To get there, these are the kinds of questions you must answer:

• What are the core market opportunities as determined by a product/market diagnostic?

• How do you segment opportunities into executable, discrete campaign options (industry, geography, business challenge, etc.)

• SWOT analysis: Which campaigns are likely to be most successful?

This all gets you to more specific questions, whose answers will differ by segment and campaign:

• What are the most significant executive conversations and greatest buying motivations for your prospects in each segment?

• How can you positively impact the situation faced by the prospects in your segments?

• Can you prove it?

• How do you justify your value claim?

• What are the critical pain points faced by the prospect? What are his or her aspirations?

• What is your proven solution in regards to that situation?

• How do you typically manage conversation at the needs discovery and proposal stages?

• What low-cost or complimentary assessment offer will bring dimension and value to the prospect?

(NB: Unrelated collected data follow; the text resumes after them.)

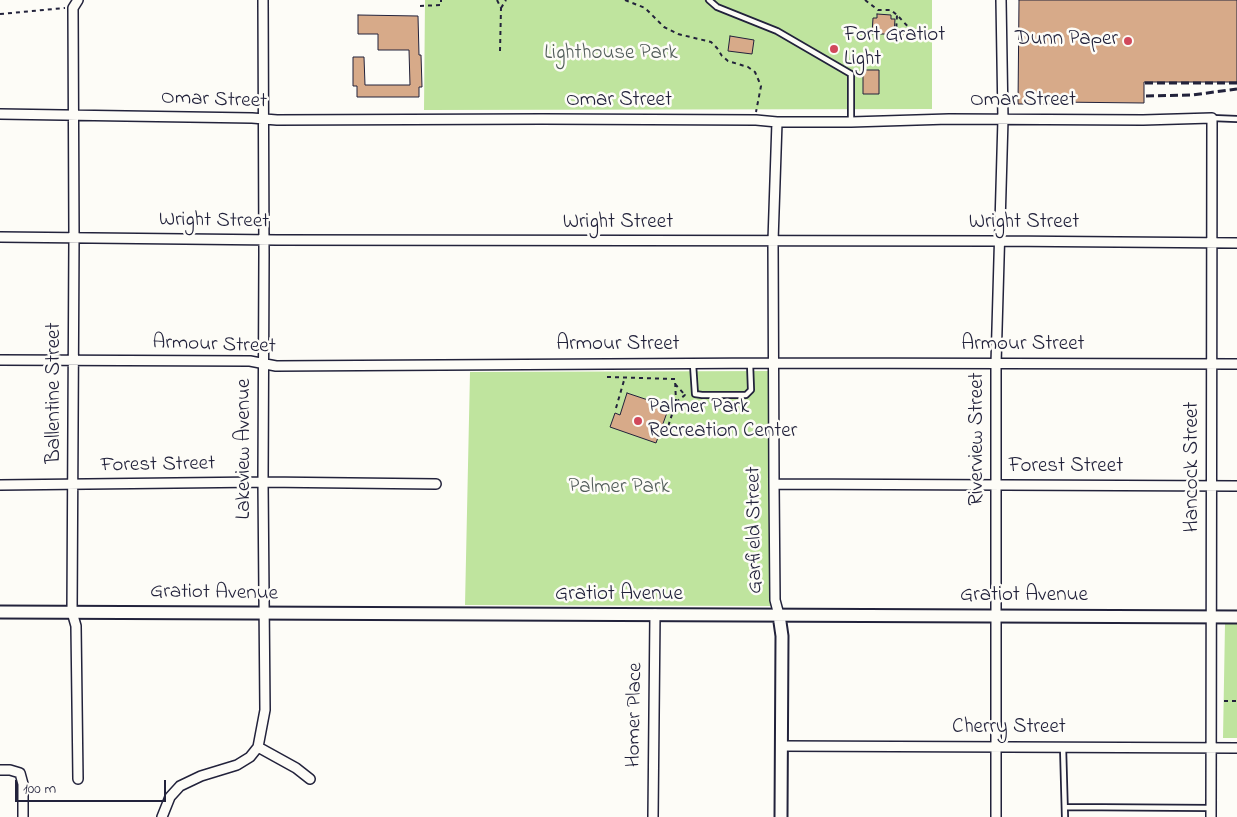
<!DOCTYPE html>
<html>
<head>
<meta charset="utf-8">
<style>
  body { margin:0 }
  #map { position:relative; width:1237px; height:817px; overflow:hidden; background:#fdfcf7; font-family:"Indie Flower",sans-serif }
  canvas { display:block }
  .scale { position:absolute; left:15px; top:780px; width:151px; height:22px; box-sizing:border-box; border:2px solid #22223b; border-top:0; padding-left:6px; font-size:15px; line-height:18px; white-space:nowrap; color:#22223b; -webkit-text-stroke:4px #fdfcf7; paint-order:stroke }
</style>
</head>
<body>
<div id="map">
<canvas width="1237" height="817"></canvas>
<div class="scale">100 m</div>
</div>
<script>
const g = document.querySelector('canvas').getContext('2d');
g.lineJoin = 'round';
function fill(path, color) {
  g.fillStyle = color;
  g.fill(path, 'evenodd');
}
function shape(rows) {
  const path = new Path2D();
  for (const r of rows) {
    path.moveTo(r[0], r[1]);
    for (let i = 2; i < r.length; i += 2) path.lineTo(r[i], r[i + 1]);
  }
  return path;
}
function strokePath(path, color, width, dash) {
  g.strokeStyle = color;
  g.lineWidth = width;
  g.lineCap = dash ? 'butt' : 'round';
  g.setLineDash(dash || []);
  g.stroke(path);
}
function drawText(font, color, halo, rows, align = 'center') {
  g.font = font + ' "Indie Flower",sans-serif';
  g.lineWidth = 5;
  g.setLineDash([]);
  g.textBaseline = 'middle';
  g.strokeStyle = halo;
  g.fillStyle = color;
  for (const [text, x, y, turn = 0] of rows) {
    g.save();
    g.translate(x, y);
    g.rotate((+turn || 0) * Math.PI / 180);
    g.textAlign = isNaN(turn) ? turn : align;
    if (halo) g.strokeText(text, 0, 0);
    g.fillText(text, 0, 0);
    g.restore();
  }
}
fill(shape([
  [425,0,932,0,932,109,424,110],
  [773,371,771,606,465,605,470,372],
  [1225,624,1237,624,1237,738,1223,738]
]), '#bfe49e');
const building = shape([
  [1019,0,1237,0,1237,82,1144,82,1144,103,1055,102,1055,104,1018,104,1019,0],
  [877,14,891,15,891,19,895,19,894,34,872,34,873,18,877,18,877,14],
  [358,15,418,16,419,55,421,55,422,87,419,87,419,97,357,97,357,86,353,86,353,57,364,57,365,85,410,85,409,50,378,50,378,34,358,34,358,15],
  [730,36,754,40,752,54,728,51,730,36],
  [863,70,879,70,879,94,863,94,863,70],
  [627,393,669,407,656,443,610,427,615,413,620,415,627,393]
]);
fill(building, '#d7aa89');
strokePath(building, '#22223b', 1);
const service = shape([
  [709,0,717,7,777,31,851,74,851,122],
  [1212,118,1237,119],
  [693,364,695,394,702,395,746,395,751,390,750,363],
  [1063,746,1065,817],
  [1065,807,1211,808]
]);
const minor = shape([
  [78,0,73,8,74,237,72,612,76,626,78,779],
  [0,114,252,118,277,120,542,119,756,120,777,122,851,122,949,119,1143,120,1212,118,1211,817],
  [777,122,773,241,774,484,775,600,779,615],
  [0,237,277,240,998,241,1237,243],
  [0,360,250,361,276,366,774,363,1237,364],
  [774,484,1237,486],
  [0,485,263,482,436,484],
  [781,746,1237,748],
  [258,747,296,768,310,779],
  [0,770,10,770,20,773,23,784,23,817],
  [162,817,170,797,180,786,201,776,237,765,250,757,258,747,265,710,263,482,264,254,263,0],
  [653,817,655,614],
  [996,817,996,364,1003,119,1001,0]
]);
const tertiary = shape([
  [0,612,1237,617],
  [779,615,782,636,781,817]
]);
strokePath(service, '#22223b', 8);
strokePath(minor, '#22223b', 12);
strokePath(tertiary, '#22223b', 15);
strokePath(shape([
  [497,0,501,8,500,51],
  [625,0,645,8,664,27,678,34,711,42,717,48,722,56,728,61,748,67,755,72,761,86,756,112],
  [865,0,878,10,891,10,897,15,915,34,896,33,897,15],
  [420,6,441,5,441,0],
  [501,8,506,0],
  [0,14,65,8],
  [607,377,675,379,676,402,665,436],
  [675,384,685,395],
  [676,402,685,395,689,395],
  [616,408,625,377],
  [1224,701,1237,701]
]), '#22223b', 2, [4, 4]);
strokePath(service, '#fdfcf7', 4.5);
strokePath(minor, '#fdfcf7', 9);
strokePath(tertiary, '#fdfcf7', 11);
strokePath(shape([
  [1145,83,1237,83],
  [1146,96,1192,95,1237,89]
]), '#22223b', 3, [8, 4]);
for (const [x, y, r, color] of [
  [1128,41,5,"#d1495b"],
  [834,49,5,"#d1495b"],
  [638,421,5,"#d1495b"]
]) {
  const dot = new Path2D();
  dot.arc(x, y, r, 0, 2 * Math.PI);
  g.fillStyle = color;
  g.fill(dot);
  strokePath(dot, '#fdfcf7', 2);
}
drawText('21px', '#22223b', '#fdfcf7', [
  ["Fort Gratiot",844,37],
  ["Light",844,61],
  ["Dunn Paper",1118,41,"right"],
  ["Palmer Park",648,409],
  ["Recreation Center",648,433]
], 'left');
drawText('21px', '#515c59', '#fdfcf7', [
  ["Lighthouse Park",611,55],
  ["Palmer Park",619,489]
]);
drawText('21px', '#22223b', '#fdfcf7', [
  ["Omar Street",214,101,2],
  ["Omar Street",619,102],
  ["Omar Street",1023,102],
  ["Wright Street",214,222,1],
  ["Wright Street",618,224],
  ["Wright Street",1024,224],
  ["Armour Street",214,346,2],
  ["Armour Street",618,346],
  ["Armour Street",1023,346],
  ["Ballentine Street",56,393,-90],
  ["Riverview Street",979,439,-90],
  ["Lakeview Avenue",246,449,-90],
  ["Forest Street",158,466,-1],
  ["Hancock Street",1194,467,-90],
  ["Forest Street",1066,468],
  ["Garfield Street",756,530,-91],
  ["Gratiot Avenue",214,594,1],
  ["Gratiot Avenue",619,596],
  ["Gratiot Avenue",1024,597],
  ["Homer Place",636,715,-89],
  ["Cherry Street",1009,729]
]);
</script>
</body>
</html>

• What editorial (not sales) content will bring your unique perspective to the market?

In the case of our friends at the telemedicine company, the target market was the CEO/CFO who runs self-insured companies who struggled with escalating benefits costs caused by employee absenteeism. We had to shift the perception that our client merely served companies that wanted to improve their benefits package.

Frame of reference was also important. Many telemedicine companies had entered the market, as is common in the software industry once money is made from technology innovation. The answer to the “Who We Are” didn’t need to change. It was still easy enough to anchor a discussion by telling people that this was a telemedicine company. A frame of reference gives your prospect an easy identifier to wrap their head around. (Tip: Avoid jargon and fancy talk here. Plainer is better.)

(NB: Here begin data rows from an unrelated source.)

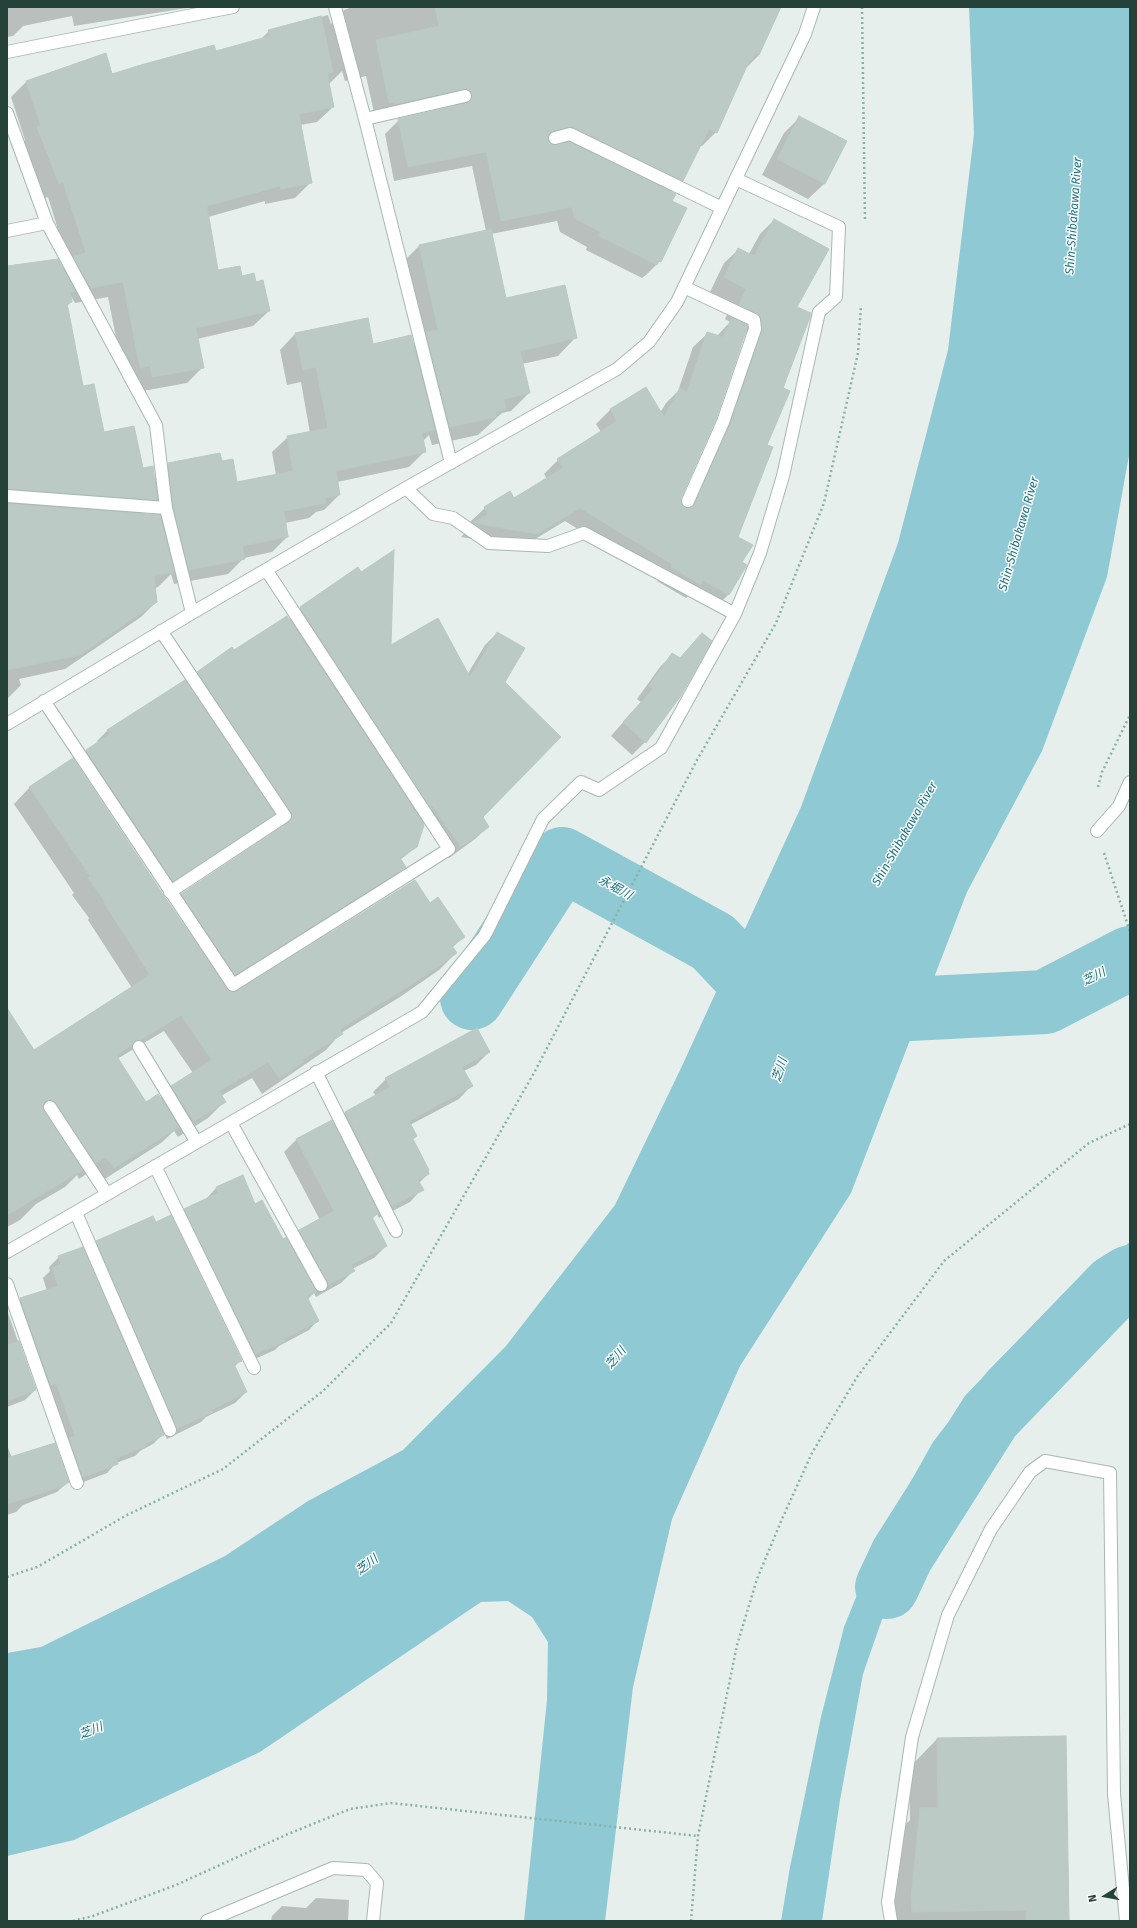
<!DOCTYPE html>
<meta charset="utf-8">
<style>
body{margin:0}
#map{position:relative;width:1137px;height:1928px;overflow:hidden;background:#e6efeb;font-family:"Fira Sans",sans-serif}
canvas{display:block}
.frame{position:absolute;inset:0;border:8px solid #24423a;pointer-events:none}
.north{position:absolute;left:1085px;top:1876px;width:40px;height:40px;-webkit-text-stroke:3px #f7fbf9;paint-order:stroke;rotate:259deg;font-size:11px;font-weight:700;line-height:16px;text-align:center;color:#24423a}
.north::after{content:'';display:block;margin:auto;width:14px;height:18px;background:#24423a;clip-path:polygon(50% 0,100% 100%,50% 72%,0 100%)}
</style>
<div id="map">
<canvas width="1137" height="1928"></canvas>
<div class="frame"></div>
<div class="north">N</div>
</div>
<script>
const context = document.querySelector('canvas').getContext('2d');
context.lineJoin = 'round';
function fill(path, color) { context.fillStyle = color; context.fill(path, 'evenodd'); }
const toPath = rows => new Path2D(rows.map(r => 'M' + r).join(''));
function trace(path, color, width, dash) { context.strokeStyle = color; context.lineWidth = width; context.lineCap = dash ? 'butt' : 'round'; context.setLineDash(dash || []); context.stroke(path); }
function label(font, color, halo, rows, align = 'center') {
  context.font = font + ' "Fira Sans","Noto Sans JP",sans-serif'; context.lineWidth = 3; context.setLineDash([]); context.textBaseline = 'middle'; context.strokeStyle = halo; context.fillStyle = color; for (const [text, x, y, turn = 0] of rows) {
    context.save(); context.translate(x, y); context.rotate((+turn || 0) * Math.PI / 180); context.textAlign = isNaN(turn) ? turn : align; if (halo) context.strokeText(text, 0, 0); context.fillText(text, 0, 0); context.restore();
  }
}
const water = toPath([
 [969,7,1130,7,1130,450,1107,577,1042,751,967,892,851,1193,740,1366,672,1519,633,1687,605,1921,524,1921,547,1700,548,1642,532,1617,508,1601,481,1602,260,1752,74,1840,7,1856,7,1653,41,1647,225,1556,308,1501,403,1450,506,1346,615,1205,682,1066,801,807,898,543,948,350,974,134],
 [1130,1242,1130,1282,1067,1334,992,1417,943,1483,896,1579,863,1674,840,1800,822,1921,781,1921,790,1867,821,1717,844,1627,882,1533,933,1442,987,1372,1064,1293]
]);
const shadow = toPath([
 [7,7,193,7,74,26,72,16,23,26,13,36,7,37],
 [352,7,738,7,773,22,759,55,745,69,716,132,702,146,700,146,682,180,670,192,671,201,660,261,646,275,642,278,586,250,587,247,560,232,557,221,491,234,505,299,576,337,558,356,522,364,529,393,511,411,502,413,478,435,432,445,429,435,423,441,425,451,409,467,337,482,339,495,324,510,316,512,309,518,285,523,287,537,272,552,244,558,228,574,174,584,171,574,158,587,155,588,156,602,141,617,65,669,19,679,21,685,7,699,7,267,62,268,68,262,48,197,43,199,22,143,25,140,11,97,26,82,112,76,215,53,260,40,269,31,328,15,331,24,344,10],
 [342,71,345,81,366,76,375,117,453,103,457,107,399,120,385,134,394,181,472,166,486,231,419,246,401,264,418,341,413,347,373,345,367,319,295,334,280,350,287,385,301,382,310,433,288,437,272,452,276,475,236,483,221,462,169,464,154,479,103,433,83,387,67,306,71,302,70,295,75,303,108,297,125,383,135,381,137,392,187,383,203,367,197,339,253,326,269,311,255,283,241,277,218,272,208,217,265,201,265,204,295,198,311,182,300,125,317,122,333,107,329,84],
 [553,141,559,141,564,144,552,146,548,142],
 [156,500,157,516,141,515],
 [799,118,846,142,824,184,808,199,762,175,784,133],
 [774,220,796,308,782,389,737,537,741,563,745,565,728,595,714,609,689,595,686,598,657,581,659,579,565,521,522,547,461,537,472,525,470,522,485,508,514,499,547,479,544,474,558,460,601,432,596,424,610,410,660,413,666,403,678,391,693,347,708,333,717,336,730,322,725,319,733,303,710,292,724,263,739,249,749,254,760,234],
 [746,329,748,346,716,440,685,509,680,502,680,498],
 [358,568,389,647,467,675,485,645,497,633,503,682,481,817,488,827,475,839,449,858,424,823,416,847,400,860,405,867,395,876,224,985,229,993,237,992,430,904,463,937,452,948,456,953,439,970,400,997,341,1033,326,1050,262,1094,252,1078,221,1096,224,1102,208,1118,178,1137,174,1131,161,1143,97,1184,89,1172,79,1179,77,1175,65,1187,36,1204,20,1220,7,1227,7,1009,34,1052,132,988,88,920,89,918,72,895,74,893,14,804,30,787,163,897,222,982,223,980,172,904,182,894,282,828,283,825,189,682,198,673,289,620,300,608],
 [164,1031,193,1073,172,1086,160,1098,145,1103,117,1059],
 [702,635,680,697,645,742,632,755,611,736,641,702,637,699,660,667,672,655,679,659],
 [185,681,273,814,263,824,163,890,76,761,86,751,99,743,97,741,107,731],
 [489,1052,476,1065,464,1071,471,1086,459,1099,410,1125,416,1136,412,1140,428,1174,419,1183,422,1189,410,1202,379,1218,377,1214,372,1219,386,1246,374,1258,352,1269,353,1271,341,1283,316,1297,314,1293,307,1300,318,1320,309,1330,279,1346,275,1350,246,1363,176,1219,185,1209,208,1199,207,1198,216,1188,243,1176,255,1205,283,1240,288,1243,300,1231,320,1220,284,1152,296,1140,333,1125,345,1113,376,1096,373,1092,386,1079],
 [97,1242,241,1360,234,1367,246,1392,235,1403,206,1417,201,1422,167,1439,164,1433,153,1444,140,1451,135,1456,116,1463,107,1473,73,1486,11,1309,21,1299,47,1291,43,1278,50,1271,49,1267,59,1257,110,1312,112,1311,86,1252],
 [7,1310,35,1390,25,1400,7,1407],
 [7,1445,12,1458,68,1482,57,1492,23,1505,16,1512,7,1515],
 [937,1739,1068,1921,1071,1921,884,1921,892,1838,910,1820,909,1768],
 [316,1898,349,1900,348,1921,271,1921,272,1916,282,1906,306,1908]
]);
const river = toPath([
 [472,998,562,859,713,942,766,998,798,1015],
 [833,1013,1045,1002,1130,958],
 [887,1587,902,1555,990,1416,1114,1287,1130,1277]
]);
const building = toPath([
 [435,7,781,7,759,55,755,53,752,60,750,59,717,133,709,129,683,181,573,127,568,127,553,131,548,136,548,140,553,145,569,142,676,194,672,201,687,208,661,262,659,261,657,265,599,236,601,232,574,218,572,207,501,221,486,152,408,167,398,119,467,103,472,99,472,94,468,89,463,89,395,104,395,102,389,103,376,40,439,26,435,7],
 [321,16,333,72,327,73,334,107,299,114,312,183,281,189,280,186,207,206,218,270,240,266,242,276,254,273,256,282,263,280,270,311,196,328,204,368,152,377,150,366,140,368,123,282,91,288,73,256,86,253,63,182,59,184,37,127,41,126,26,81,106,53,112,74,141,65,214,45,216,51,270,36,268,30,321,16],
 [799,116,847,141,825,184,777,159,799,116],
 [774,219,829,249,797,307,811,313,810,317,783,388,790,391,767,445,773,447,738,537,753,545,742,562,747,565,729,595,703,580,701,585,671,567,672,564,580,508,537,534,473,523,488,514,484,507,510,491,514,498,563,468,557,459,617,421,610,409,646,387,664,417,680,388,687,392,707,332,723,337,732,318,747,325,747,328,716,419,681,498,681,502,685,508,693,507,730,425,762,331,760,315,739,305,746,289,724,277,738,248,754,256,774,219],
 [491,229,506,298,565,285,577,338,520,351,530,393,504,399,506,409,496,412,497,417,450,427,426,332,438,330,419,245,491,229],
 [58,259,75,291,70,292,72,302,67,303,83,386,94,384,104,432,134,426,143,468,153,466,157,500,7,489,7,266,58,259],
 [368,318,373,344,411,335,435,430,422,433,426,452,336,471,340,495,325,498,326,503,284,511,288,537,242,546,245,559,189,570,173,507,168,463,220,453,222,461,233,459,237,482,293,471,287,436,328,428,316,367,303,370,295,333,368,318],
 [7,504,160,515,174,572,154,576,157,602,80,655,7,670,7,504],
 [394,550,391,645,438,618,470,677,497,632,525,648,505,682,561,737,483,817,489,827,461,847,431,804,430,807,300,607,358,567,361,572,394,550],
 [287,616,424,825,417,847,400,858,406,867,235,975,181,894,289,822,292,815,197,672,232,647,234,650,287,616],
 [702,633,712,641,680,697,646,743,623,722,653,689,649,686,672,653,680,658,702,633],
 [185,680,275,814,173,881,86,750,110,734,107,730,185,680],
 [73,758,164,896,230,992,237,991,415,880,430,903,438,897,465,937,452,946,457,953,417,981,340,1029,343,1034,302,1060,304,1062,279,1078,268,1062,219,1091,226,1102,194,1121,171,1086,212,1060,181,1015,141,1040,135,1041,132,1045,116,1055,146,1102,158,1094,179,1127,114,1168,106,1157,96,1163,56,1103,53,1100,46,1101,43,1104,44,1111,83,1170,7,1215,7,1008,34,1050,150,975,104,903,105,902,88,878,90,876,29,787,73,758],
 [477,1028,490,1052,462,1067,473,1086,409,1121,417,1136,413,1139,429,1170,428,1171,429,1174,418,1180,424,1190,392,1206,345,1112,390,1087,385,1078,477,1028],
 [332,1120,379,1213,372,1217,387,1246,351,1265,355,1271,328,1285,299,1230,334,1211,296,1139,332,1120],
 [243,1175,255,1204,262,1200,283,1239,286,1237,317,1291,307,1297,319,1321,284,1339,285,1341,256,1354,184,1209,218,1193,216,1187,243,1175],
 [171,1215,242,1361,234,1364,247,1392,212,1410,213,1412,177,1429,96,1241,153,1216,156,1222,171,1215],
 [83,1247,164,1435,145,1444,146,1446,116,1458,118,1464,83,1477,69,1438,75,1436,56,1383,51,1385,20,1298,58,1286,52,1268,61,1264,58,1256,83,1247],
 [19,1341,36,1390,7,1401,7,1345,19,1341],
 [55,1443,69,1482,63,1486,7,1504,7,1458,55,1443],
 [1066,1736,1069,1921,1027,1921,1026,1910,912,1912,911,1898,920,1808,938,1808,937,1738,1066,1736]
]);
const path = toPath([
 [862,7,865,222],
 [1098,787,1102,772,1130,715],
 [1104,853,1130,932],
 [7,1577,37,1567,127,1515,223,1469,323,1391,391,1323,534,1073,697,760,776,623,824,503,858,353,861,305],
 [73,1921,93,1916,176,1885,288,1834,350,1809,391,1803,698,1836],
 [691,1921,698,1836,737,1645,757,1579,782,1519,812,1453,857,1377,944,1261,1089,1143,1130,1124]
]);
const minor = toPath([
 [335,7,365,119,451,463],
 [7,52,233,7],
 [7,113,47,223,156,425,166,508,192,613],
 [365,119,465,96],
 [555,138,570,134,722,208],
 [7,231,47,223],
 [684,287,754,320,755,329,723,422,688,501],
 [7,496,166,508],
 [735,614,760,553,783,476,819,312,836,297,839,227,736,179],
 [161,631,285,816,170,892],
 [44,701,233,985,449,849,267,571],
 [7,724,192,613,406,488,617,369,649,342,677,302,805,34,814,7],
 [1097,831,1119,806,1130,782],
 [139,1047,196,1141],
 [316,1072,396,1231],
 [50,1107,107,1194],
 [231,1123,321,1285],
 [155,1166,254,1368],
 [76,1213,170,1430],
 [7,1252,422,1012,485,935,543,819,581,782,599,790,661,748,735,614,584,533,548,546,489,543,453,518,433,514,406,488],
 [7,1284,77,1483],
 [207,1921,333,1868,366,1870,377,1883,373,1921],
 [891,1921,888,1902,912,1737,948,1615,991,1529,1030,1472,1045,1461,1110,1473,1114,1794,1126,1921]
]);
const waterNames = [
 ["Shin-Shibakawa River",1074,216,-86],
 ["Shin-Shibakawa River",1019,534,-74],
 ["Shin-Shibakawa River",905,834,-60],
 ["永堀川",615,888,29],
 ["芝川",1094,977,-27],
 ["芝川",780,1070,-72],
 ["芝川",616,1358,-50],
 ["芝川",367,1565,-37],
 ["芝川",91,1731,-21]
];
fill(water, '#8ec9d4');
fill(shadow, '#0003');
trace(river, '#8ec9d4', 64);
fill(building, '#bbcac4');
trace(building, '#b8c9c2', 1);
trace(minor, '#a8b8b2', 14);
trace(path, '#86b3a5', 2.5, [2, 3]);
trace(minor, '#fff', 12);
label('italic 12px', '#1c6f80', '#f7fbf9', waterNames);
</script>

Differentiation followed the frame of reference: Our client increased profits by lowering the cost of claims borne by self-insured companies because employees took less personal and sick days.

All this said, the justification part took minimal work. The lead generation company that our client had previously worked with already supported a campaign messaging strategy that successfully communicated how telemedicine lowered benefit costs and should be offered as an enhanced benefit to help employees as well as the employer.

Once this was clear, the sales campaign approach shifted. CEOs started to respond.

Once this was clear, the sales campaign approach shifted. CEOs started to respond. The sales team was no longer invited to attend the initial call and a demo was not offered until the CEO was ready to further explore the concept because they agreed with the value exchange.

Our cost per lead skyrocketed, fewer meetings and demos were scheduled, but we closed a deal in the first few months after making this shift. The point is to measure what really matters: Cost per lead is important to eCommerce and payday loan companies, but not the right yardstick for our work.

I will eat my hat if you can find a lead generation company that offers that entire suite of services to do what I did for that company. If you’re considering a lead generation company that approaches you with claims like, “We get you sales-qualified leads and guarantee you at least two meetings each week,” you’re almost certainly looking at critical gaps in strategy and execution.

If you have a major brand name like Oracle, HP or IBM, the dynamic is quite different. You can get away with pure lead generation because you have 50+ years and many billions in brand equity. The prospect targets know your company and the marketing department provides more content and process approaches than anyone could ever need.

Otherwise, you’re going to need a lot more than leads — stuff like deep positioning/messaging work and outstanding people/processes to convert those leads into revenue.


Unless everybody in your target market pretty much already knows who you are and believes you have value, front-loading your sales process with tons of leads is going to get you tons of nothing.